Re: [PATCH] exit: move exit_task_namespaces() after exit_task_work()
From: Cong Wang
Date: Fri Dec 15 2017 - 19:00:25 EST
On Thu, Dec 14, 2017 at 1:08 PM, Al Viro <viro@xxxxxxxxxxxxxxxxxx> wrote:
> On Thu, Dec 14, 2017 at 12:17:57PM -0800, Cong Wang wrote:
>> syzbot reported we have a use-after-free when mqueue_evict_inode()
>> is called on __cleanup_mnt() path, where the ipc ns is already
>> freed by the previous exit_task_namespaces(). We can just move
>> it after after exit_task_work() to avoid this use-after-free.
>
> What's to prevent somebody else holding a reference to the same
> inode past the exit(2)? IOW, I don't believe that this is fixing
> anything - in the best case, your patch papers over a specific
> reproducer.
You are right, I missed mq_clear_sbinfo().
And the offending commit is:
commit 9c583773d036336176e9e50441890659bc4eeae8
Author: Giuseppe Scrivano <gscrivan@xxxxxxxxxx>
Date: Fri Dec 15 01:06:28 2017 +0000
ipc, mqueue: lazy call kern_mount_data in new namespaces
kern_mount_data is a relatively expensive operation when creating a new
IPC namespace, so delay the mount until its first usage when not creating
the the global namespace.
This is a net saving for new IPC namespaces that don't use mq_open(). In
this case there won't be any kern_mount_data() cost at all.

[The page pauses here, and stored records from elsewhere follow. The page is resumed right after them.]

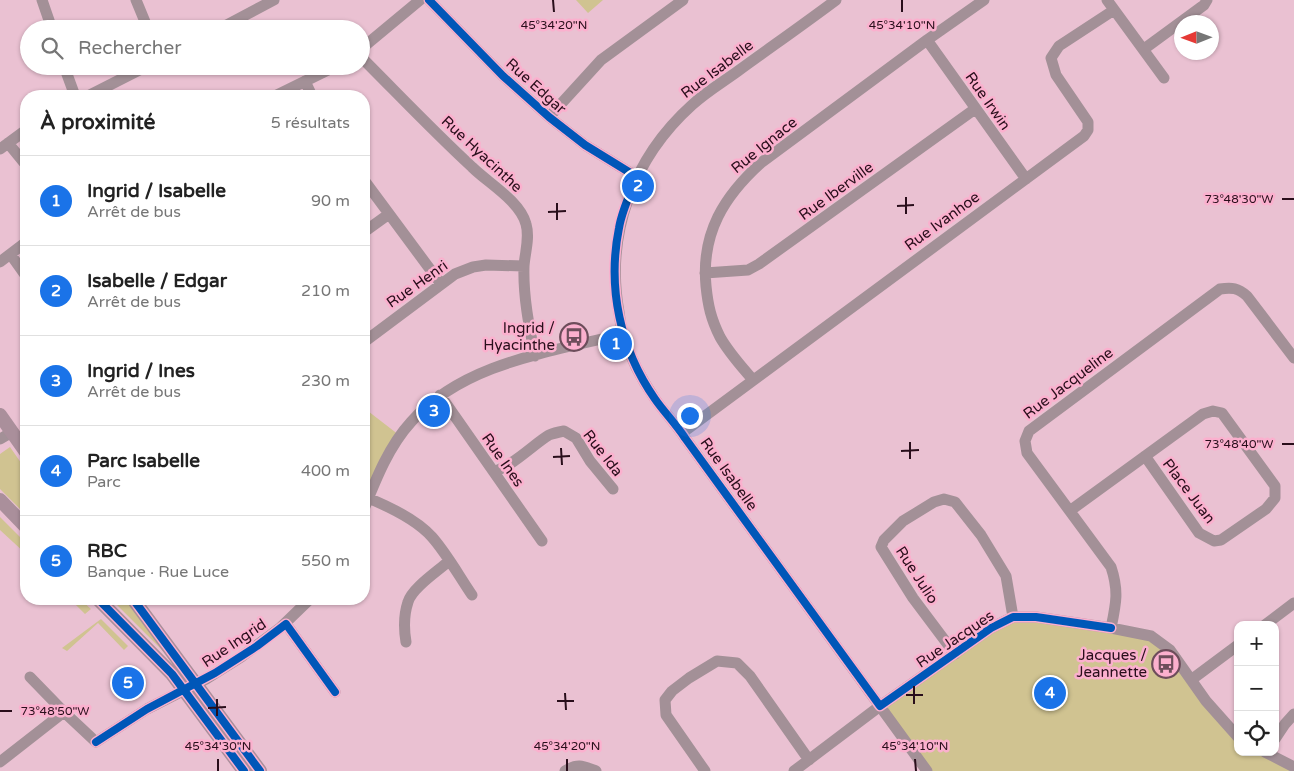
<!DOCTYPE html>
<html lang="fr">
<head>
<meta charset="utf-8">
<style>
	:root { --surface:#fff; --page:#f6f6f6; --text:#222; --muted:#767676; --line:#e0e0e0; --accent:#1a73e8 }
	body { margin:0; font-family:"Varela Round",sans-serif; background:var(--page); color:var(--text) }
	.controls { position:absolute; right:15px; bottom:15px; display:grid; overflow:hidden; border-radius:10px; box-shadow:0 1px 4px #0004 }
	.controls button { width:45px; height:45px; display:grid; place-items:center; padding:0; border:0; border-bottom:1px solid var(--line); background:var(--surface); color:var(--text); font:25px sans-serif }
	.compass { position:absolute; left:1174px; top:15px; width:45px; height:45px; border-radius:50%; background:var(--surface); box-shadow:0 1px 4px #0004; rotate:269deg }
	.you { position:absolute; left:689px; top:415px; width:18px; height:18px; margin:-12px; border:4px solid #fff; border-radius:50%; background:#1a73e8; box-shadow:0 0 0 8px #1a73e833 }
	.badge { display:grid; place-items:center; width:32px; height:32px; border-radius:50%; background:var(--accent); color:#fff; font-size:16px; font-weight:700 }
	.pin { position:absolute; translate:-50% -50%; border:2px solid #fff; box-shadow:0 1px 5px #0006 }
	.list { margin:0; padding:0; list-style:none }
	h2 { display:flex; justify-content:space-between; align-items:center; height:65px; margin:0; padding:0 20px; font-size:21px }
	h2 small { font-size:16px; font-weight:400; color:var(--muted) }
	.list li { display:grid; grid-template-columns:32px 1fr auto; gap:15px; align-items:center; box-sizing:border-box; height:90px; padding:0 20px; border-top:1px solid var(--line) }
	.list b { display:block; font-size:19px; white-space:nowrap }
	.list p { margin:0; font-size:16px; white-space:nowrap; color:var(--muted) }
	.list em { font-size:16px; font-style:normal; color:var(--muted) }
	.icon { flex:none; width:28px; height:28px; fill:none; stroke:currentColor; stroke-width:2; stroke-linecap:round; stroke-linejoin:round }
	.map { position:relative; flex:none; width:1294px; height:771px; overflow:hidden }
	.search { position:absolute; background:var(--surface); box-shadow:0 1px 4px #0004; left:20px; top:20px; width:350px; height:55px; display:flex; align-items:center; gap:12px; box-sizing:border-box; padding:0 18px; border-radius:28px; color:var(--muted); font-size:19px }
	.panel { position:absolute; background:var(--surface); box-shadow:0 1px 4px #0004; left:20px; top:90px; width:350px; height:515px; border-radius:20px }
	.map>svg:first-child { display:block }
	.green { fill:#d0c391 }
	.lines { fill:none; stroke-linecap:round; stroke-linejoin:round }
	.minor { stroke:#a39097; stroke-width:11 }
	.major { stroke:#aa8f9b; stroke-width:14 }
	.cycleway-casing { stroke:#fbb0ce; stroke-width:11 }
	.cycleway { stroke:#0057b8; stroke-width:8 }
	.ticks { fill:none; stroke:#290e1b; stroke-width:2 }
	.labels { text-anchor:middle; dominant-baseline:central; stroke-width:5; stroke-linejoin:round; paint-order:stroke }
	.street-label { font-size:15px; fill:#290e1b; stroke:#fbb0ce }
	.poi-label { font-size:15px; fill:#290e1b; stroke:#fbb0ce; text-anchor:end }
	.ticks-label { font-size:12px; text-anchor:middle; fill:#290e1b; stroke:#fbb0ce; stroke-width:5; stroke-linejoin:round; paint-order:stroke }
</style>
</head>
<body>
<div class="map">
<svg width="1294" height="771" viewBox="0 0 1294 771">
	<rect width="100%" height="100%" fill="#eac1d2"/>
	<path class="green" d="M576,0H603L588,13Z
		M364,408L399,435L364,509Z
		M10,447L26,470V515L0,489V454Z
		M0,517L26,543V554L0,530Z
		M70,599H80L91,609L85,614Z
		M111,599H126L174,662Z
		M1013,617L1160,641L1238,737V752H1266L1293,771H927L880,706Z
		M101,619L128,646L124,650L98,623L67,651L62,648Z"/>
	<g class="lines">
		<path class="minor" d="M42,0L52,29
			M136,0L148,29
			M429,0L503,76L549,117L585,145L637,177
			M836,0C804,24 771,47 738,71C723,82 706,92 692,105C633,158 605,234 619,312C620,320 621,328 623,335C630,357 642,380 655,399C664,412 676,424 685,438L927,771
			M1107,0L1164,78
			M219,29L274,0
			M927,40L1026,179
			M361,49L420,0
			M1144,49L1204,5L1207,0
			M361,57C398,94 434,132 472,167C488,183 520,201 526,224C530,238 525,252 524,266C523,296 529,326 535,356
			M64,66L75,96
			M305,81L312,96
			M88,96L147,66
			M275,96L336,66
			M549,117L601,60L683,0
			M8,143L26,165
			M0,149L26,130
			M364,180L441,284
			M364,232L389,214
			M11,255L26,276
			M0,262L26,242
			M705,273L748,270L759,264L975,109
			M364,342L455,274L473,267L486,265L524,266
			M753,380C742,367 729,353 720,337C711,319 708,306 706,286C701,233 724,196 762,162L927,40L984,0
			M440,395L542,541
			M682,433L1084,136L1088,130V122L1056,75L1051,58L1059,46L1114,10
			M0,439L12,432
			M493,471C507,471 535,443 549,435C554,433 559,432 564,431L576,438L590,461L613,489
			M368,498C390,507 416,519 432,537C447,554 459,576 472,595
			M364,509C376,479 389,446 411,422C463,363 550,352 623,334
			M1071,510L1203,414L1213,411L1222,413L1275,486V498L1266,509L1221,540L1214,541L1199,533L1145,456
			M286,624L335,692
			M1265,625L1294,603
			M1111,628C1116,604 1119,591 1111,567L1027,453L1025,441L1029,431L1220,289C1232,287 1238,288 1247,296L1294,358
			M406,642C404,630 404,614 408,602C412,588 438,571 449,561
			M955,654L913,598L881,547L884,540L903,521L934,502L944,499L955,502L981,535L1006,576L1013,617
			M30,677L64,712L96,742L147,709L206,679L241,657L280,628L310,599
			M1191,680L1238,645
			M1275,739L1285,724L1294,714
			M1265,752L1294,767
			M0,762L64,712
			M565,771C578,763 583,766 596,771
			M705,771L666,715L665,700L672,691L689,678L717,661L737,663L750,676L809,760
			M794,771L880,706L991,628L1013,617H1036L1111,628L1151,636L1170,650L1206,701L1238,737"/>
		<path class="major" d="M0,415L26,452
			M0,500L26,527
			M98,599L172,674L244,771
			M133,599L260,771"/>
		<defs>
			<path id="cycleway" d="M429,0L503,76L549,117L585,145L637,177C630,194 622,210 619,228C607,287 620,349 655,399C664,412 676,424 685,438L880,706L991,628L1013,617H1036L1111,628
				M98,599L172,674L244,771
				M133,599L260,771
				M96,742L147,709L215,673L257,646L286,624L335,692"/>
		</defs>
		<use href="#cycleway" class="cycleway-casing"/>
		<use href="#cycleway" class="cycleway"/>
	</g>
	<path class="ticks" d="M553,0L554,12M902,0V12M906,197V214M1282,199H1294M557,203V220M897,206L914,205M548,212L566,211M910,442V459M1282,444H1294M561,448L562,465M901,451L919,450M553,457L570,456M914,686V704M565,693L566,710M906,695H923M217,699V716M557,701H574M208,708L226,707M0,711H12M218,759V771M567,759V771M915,759L916,771"/>
	<defs>
		<symbol id="bus-ring" viewBox="-11 -11 22 22"><circle r="9.5" fill="#fbb0ce" stroke="#6d4d5b" stroke-width="1.5"/><path d="M-5-6H5V4H4V6H2V4H-2V6H-4V4H-5ZM-3.5-4V0h7V-4ZM-3.5 1.2v1.5H-2V1.2ZM2 1.2v1.5H3.5V1.2Z" fill="#6d4d5b"/></symbol>
	</defs>
	<g fill-rule="evenodd">
		<use href="#bus-ring" x="558" y="321" width="32" height="32"/>
		<use href="#bus-ring" x="1150" y="648" width="32" height="32"/>
	</g>
	<g class="labels">
		<g class="street-label">
			<text transform="translate(717 69) rotate(-37)">Rue Isabelle</text>
			<text transform="translate(536 86) rotate(42)">Rue Edgar</text>
			<text transform="translate(988 101) rotate(55)">Rue Irwin</text>
			<text transform="translate(764 145) rotate(-39)">Rue Ignace</text>
			<text transform="translate(482 154) rotate(43)">Rue Hyacinthe</text>
			<text transform="translate(836 191) rotate(-36)">Rue Iberville</text>
			<text transform="translate(942 221) rotate(-36)">Rue Ivanhoe</text>
			<text transform="translate(417 284) rotate(-35)">Rue Henri</text>
			<text transform="translate(1068 383) rotate(-37)">Rue Jacqueline</text>
			<text transform="translate(603 453) rotate(52)">Rue Ida</text>
			<text transform="translate(503 460) rotate(55)">Rue Ines</text>
			<text transform="translate(729 474) rotate(54)">Rue Isabelle</text>
			<text transform="translate(1189 491) rotate(53)">Place Juan</text>
			<text transform="translate(917 575) rotate(57)">Rue Julio</text>
			<text transform="translate(955 639) rotate(-34)">Rue Jacques</text>
			<text transform="translate(234 643) rotate(-34)">Rue Ingrid</text>
		</g>
		<g class="poi-label">
			<text x="555" y="328">Ingrid /<tspan x="555" dy="17">Hyacinthe</tspan></text>
			<text x="1147" y="655">Jacques /<tspan x="1147" dy="17">Jeannette</tspan></text>
		</g>
	</g>
	<g class="ticks-label">
		<text x="554" y="29">45°34'20"N</text>
		<text x="902" y="29">45°34'10"N</text>
		<text x="1239" y="203">73°48'30"W</text>
		<text x="1239" y="448">73°48'40"W</text>
		<text x="55" y="715">73°48'50"W</text>
		<text x="218" y="750">45°34'30"N</text>
		<text x="567" y="750">45°34'20"N</text>
		<text x="915" y="750">45°34'10"N</text>
	</g>
</svg>
<div class="controls">
<button>+</button>
<button>−</button>
<button><svg class="icon" aria-label="locate" viewBox="0 0 24 24"><circle cx="12" cy="12" r="6"/><path d="M12 2v4M12 18v4M2 12h4M18 12h4"/></svg></button>
</div>
<svg class="compass" viewBox="-18 -18 36 36"><path d="M0-13l5 13h-10z" fill="#e53935"/><path d="M0 13l5-13h-10z" fill="#767676"/></svg>
<div class="you"></div>
<div class="pin badge" style="left:616px;top:344px">1</div>
<div class="pin badge" style="left:638px;top:186px">2</div>
<div class="pin badge" style="left:434px;top:411px">3</div>
<div class="pin badge" style="left:1050px;top:693px">4</div>
<div class="pin badge" style="left:128px;top:683px">5</div>
<div class="search"><svg class="icon" aria-label="search" viewBox="0 0 24 24"><circle cx="10" cy="10" r="6"/><path d="M15 15l6 6"/></svg>Rechercher</div>
<section class="panel">
<h2>À proximité<small>5 résultats</small></h2>
<ul class="list">
<li><span class="badge">1</span><div><b>Ingrid / Isabelle</b><p>Arrêt de bus</p></div><em>90 m</em></li>
<li><span class="badge">2</span><div><b>Isabelle / Edgar</b><p>Arrêt de bus</p></div><em>210 m</em></li>
<li><span class="badge">3</span><div><b>Ingrid / Ines</b><p>Arrêt de bus</p></div><em>230 m</em></li>
<li><span class="badge">4</span><div><b>Parc Isabelle</b><p>Parc</p></div><em>400 m</em></li>
<li><span class="badge">5</span><div><b>RBC</b><p>Banque · Rue Luce</p></div><em>550 m</em></li>
</ul>
</section>
</div>
</body>
</html>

On my machine, the time for creating 1000 new IPC namespaces dropped from
~8s to ~2s.
Link: http://lkml.kernel.org/r/20171206151422.9660-1-gscrivan@xxxxxxxxxx
Signed-off-by: Giuseppe Scrivano <gscrivan@xxxxxxxxxx>
Cc: Manfred Spraul <manfred@xxxxxxxxxxxxxxxx>
Cc: Davidlohr Bueso <dave@xxxxxxxxxxxx>
Cc: Al Viro <viro@xxxxxxxxxxxxxxxxxx>
Signed-off-by: Andrew Morton <akpm@xxxxxxxxxxxxxxxxxxxx>